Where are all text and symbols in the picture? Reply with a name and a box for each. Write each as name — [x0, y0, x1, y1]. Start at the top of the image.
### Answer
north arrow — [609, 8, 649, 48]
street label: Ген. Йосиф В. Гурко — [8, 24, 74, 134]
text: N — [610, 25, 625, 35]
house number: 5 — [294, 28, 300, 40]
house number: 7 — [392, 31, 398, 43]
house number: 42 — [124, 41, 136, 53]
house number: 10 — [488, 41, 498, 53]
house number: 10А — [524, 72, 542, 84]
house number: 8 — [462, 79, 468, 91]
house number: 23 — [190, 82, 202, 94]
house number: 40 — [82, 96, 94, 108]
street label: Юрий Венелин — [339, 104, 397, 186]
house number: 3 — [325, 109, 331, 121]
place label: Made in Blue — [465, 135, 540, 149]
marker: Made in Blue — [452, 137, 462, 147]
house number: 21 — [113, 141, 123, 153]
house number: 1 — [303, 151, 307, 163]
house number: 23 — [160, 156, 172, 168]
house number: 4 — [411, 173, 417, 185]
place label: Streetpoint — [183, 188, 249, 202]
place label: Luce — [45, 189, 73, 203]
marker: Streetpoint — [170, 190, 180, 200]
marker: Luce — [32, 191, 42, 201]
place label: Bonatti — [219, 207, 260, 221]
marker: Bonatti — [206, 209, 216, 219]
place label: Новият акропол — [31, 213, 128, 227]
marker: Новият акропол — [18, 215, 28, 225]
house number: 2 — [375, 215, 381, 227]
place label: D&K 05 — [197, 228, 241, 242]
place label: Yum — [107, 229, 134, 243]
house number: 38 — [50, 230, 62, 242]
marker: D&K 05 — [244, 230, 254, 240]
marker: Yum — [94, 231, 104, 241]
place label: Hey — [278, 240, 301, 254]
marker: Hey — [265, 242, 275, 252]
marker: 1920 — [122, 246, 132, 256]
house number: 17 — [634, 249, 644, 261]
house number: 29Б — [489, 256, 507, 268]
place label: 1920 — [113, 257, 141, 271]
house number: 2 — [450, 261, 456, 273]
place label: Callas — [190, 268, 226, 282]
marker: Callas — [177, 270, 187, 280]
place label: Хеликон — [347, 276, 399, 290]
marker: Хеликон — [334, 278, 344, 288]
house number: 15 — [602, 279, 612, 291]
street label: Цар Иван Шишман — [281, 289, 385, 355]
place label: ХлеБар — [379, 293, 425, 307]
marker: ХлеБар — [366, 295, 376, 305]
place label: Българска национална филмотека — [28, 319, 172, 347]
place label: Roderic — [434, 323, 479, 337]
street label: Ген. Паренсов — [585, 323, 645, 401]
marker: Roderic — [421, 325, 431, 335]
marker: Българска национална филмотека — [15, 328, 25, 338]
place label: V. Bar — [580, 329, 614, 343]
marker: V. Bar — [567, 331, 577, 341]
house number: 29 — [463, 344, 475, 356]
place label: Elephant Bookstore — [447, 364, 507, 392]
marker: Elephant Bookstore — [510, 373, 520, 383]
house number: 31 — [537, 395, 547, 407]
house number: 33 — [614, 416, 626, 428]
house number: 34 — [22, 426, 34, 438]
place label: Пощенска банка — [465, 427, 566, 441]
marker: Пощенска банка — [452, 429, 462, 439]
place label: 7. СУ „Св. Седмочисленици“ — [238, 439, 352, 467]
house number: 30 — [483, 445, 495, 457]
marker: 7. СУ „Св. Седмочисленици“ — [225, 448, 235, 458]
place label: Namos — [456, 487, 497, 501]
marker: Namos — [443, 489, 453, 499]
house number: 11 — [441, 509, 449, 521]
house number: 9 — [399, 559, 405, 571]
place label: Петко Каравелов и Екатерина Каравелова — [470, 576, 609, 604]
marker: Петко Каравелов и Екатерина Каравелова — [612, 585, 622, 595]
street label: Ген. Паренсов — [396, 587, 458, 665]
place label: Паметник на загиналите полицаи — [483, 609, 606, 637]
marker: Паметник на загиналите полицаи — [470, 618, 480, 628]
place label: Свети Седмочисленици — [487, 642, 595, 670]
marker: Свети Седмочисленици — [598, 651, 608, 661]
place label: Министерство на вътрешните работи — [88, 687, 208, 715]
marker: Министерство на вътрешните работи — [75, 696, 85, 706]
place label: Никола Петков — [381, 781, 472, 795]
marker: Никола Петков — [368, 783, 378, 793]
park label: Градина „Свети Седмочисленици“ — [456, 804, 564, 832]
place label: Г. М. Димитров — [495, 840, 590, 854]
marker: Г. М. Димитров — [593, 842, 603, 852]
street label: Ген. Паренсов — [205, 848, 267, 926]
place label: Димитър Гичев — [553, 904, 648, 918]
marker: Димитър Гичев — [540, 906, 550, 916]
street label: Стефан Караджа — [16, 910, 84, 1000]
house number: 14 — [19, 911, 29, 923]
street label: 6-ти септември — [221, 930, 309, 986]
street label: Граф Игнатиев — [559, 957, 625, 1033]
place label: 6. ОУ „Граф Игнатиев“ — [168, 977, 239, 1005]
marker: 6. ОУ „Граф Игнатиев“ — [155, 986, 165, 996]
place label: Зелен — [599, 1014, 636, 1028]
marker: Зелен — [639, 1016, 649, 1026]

⁂

◆ Exercise brief:
Give every entry again, character for character.

◆ Solution:
Where are all text and symbols in the picture? Reply with a name and a box for each. Write each as name — [x0, y0, x1, y1]. Start at the top of the image.
### Answer
north arrow — [609, 8, 649, 48]
street label: Ген. Йосиф В. Гурко — [8, 24, 74, 134]
text: N — [610, 25, 625, 35]
house number: 5 — [294, 28, 300, 40]
house number: 7 — [392, 31, 398, 43]
house number: 42 — [124, 41, 136, 53]
house number: 10 — [488, 41, 498, 53]
house number: 10А — [524, 72, 542, 84]
house number: 8 — [462, 79, 468, 91]
house number: 23 — [190, 82, 202, 94]
house number: 40 — [82, 96, 94, 108]
street label: Юрий Венелин — [339, 104, 397, 186]
house number: 3 — [325, 109, 331, 121]
place label: Made in Blue — [465, 135, 540, 149]
marker: Made in Blue — [452, 137, 462, 147]
house number: 21 — [113, 141, 123, 153]
house number: 1 — [303, 151, 307, 163]
house number: 23 — [160, 156, 172, 168]
house number: 4 — [411, 173, 417, 185]
place label: Streetpoint — [183, 188, 249, 202]
place label: Luce — [45, 189, 73, 203]
marker: Streetpoint — [170, 190, 180, 200]
marker: Luce — [32, 191, 42, 201]
place label: Bonatti — [219, 207, 260, 221]
marker: Bonatti — [206, 209, 216, 219]
place label: Новият акропол — [31, 213, 128, 227]
marker: Новият акропол — [18, 215, 28, 225]
house number: 2 — [375, 215, 381, 227]
place label: D&K 05 — [197, 228, 241, 242]
place label: Yum — [107, 229, 134, 243]
house number: 38 — [50, 230, 62, 242]
marker: D&K 05 — [244, 230, 254, 240]
marker: Yum — [94, 231, 104, 241]
place label: Hey — [278, 240, 301, 254]
marker: Hey — [265, 242, 275, 252]
marker: 1920 — [122, 246, 132, 256]
house number: 17 — [634, 249, 644, 261]
house number: 29Б — [489, 256, 507, 268]
place label: 1920 — [113, 257, 141, 271]
house number: 2 — [450, 261, 456, 273]
place label: Callas — [190, 268, 226, 282]
marker: Callas — [177, 270, 187, 280]
place label: Хеликон — [347, 276, 399, 290]
marker: Хеликон — [334, 278, 344, 288]
house number: 15 — [602, 279, 612, 291]
street label: Цар Иван Шишман — [281, 289, 385, 355]
place label: ХлеБар — [379, 293, 425, 307]
marker: ХлеБар — [366, 295, 376, 305]
place label: Българска национална филмотека — [28, 319, 172, 347]
place label: Roderic — [434, 323, 479, 337]
street label: Ген. Паренсов — [585, 323, 645, 401]
marker: Roderic — [421, 325, 431, 335]
marker: Българска национална филмотека — [15, 328, 25, 338]
place label: V. Bar — [580, 329, 614, 343]
marker: V. Bar — [567, 331, 577, 341]
house number: 29 — [463, 344, 475, 356]
place label: Elephant Bookstore — [447, 364, 507, 392]
marker: Elephant Bookstore — [510, 373, 520, 383]
house number: 31 — [537, 395, 547, 407]
house number: 33 — [614, 416, 626, 428]
house number: 34 — [22, 426, 34, 438]
place label: Пощенска банка — [465, 427, 566, 441]
marker: Пощенска банка — [452, 429, 462, 439]
place label: 7. СУ „Св. Седмочисленици“ — [238, 439, 352, 467]
house number: 30 — [483, 445, 495, 457]
marker: 7. СУ „Св. Седмочисленици“ — [225, 448, 235, 458]
place label: Namos — [456, 487, 497, 501]
marker: Namos — [443, 489, 453, 499]
house number: 11 — [441, 509, 449, 521]
house number: 9 — [399, 559, 405, 571]
place label: Петко Каравелов и Екатерина Каравелова — [470, 576, 609, 604]
marker: Петко Каравелов и Екатерина Каравелова — [612, 585, 622, 595]
street label: Ген. Паренсов — [396, 587, 458, 665]
place label: Паметник на загиналите полицаи — [483, 609, 606, 637]
marker: Паметник на загиналите полицаи — [470, 618, 480, 628]
place label: Свети Седмочисленици — [487, 642, 595, 670]
marker: Свети Седмочисленици — [598, 651, 608, 661]
place label: Министерство на вътрешните работи — [88, 687, 208, 715]
marker: Министерство на вътрешните работи — [75, 696, 85, 706]
place label: Никола Петков — [381, 781, 472, 795]
marker: Никола Петков — [368, 783, 378, 793]
park label: Градина „Свети Седмочисленици“ — [456, 804, 564, 832]
place label: Г. М. Димитров — [495, 840, 590, 854]
marker: Г. М. Димитров — [593, 842, 603, 852]
street label: Ген. Паренсов — [205, 848, 267, 926]
place label: Димитър Гичев — [553, 904, 648, 918]
marker: Димитър Гичев — [540, 906, 550, 916]
street label: Стефан Караджа — [16, 910, 84, 1000]
house number: 14 — [19, 911, 29, 923]
street label: 6-ти септември — [221, 930, 309, 986]
street label: Граф Игнатиев — [559, 957, 625, 1033]
place label: 6. ОУ „Граф Игнатиев“ — [168, 977, 239, 1005]
marker: 6. ОУ „Граф Игнатиев“ — [155, 986, 165, 996]
place label: Зелен — [599, 1014, 636, 1028]
marker: Зелен — [639, 1016, 649, 1026]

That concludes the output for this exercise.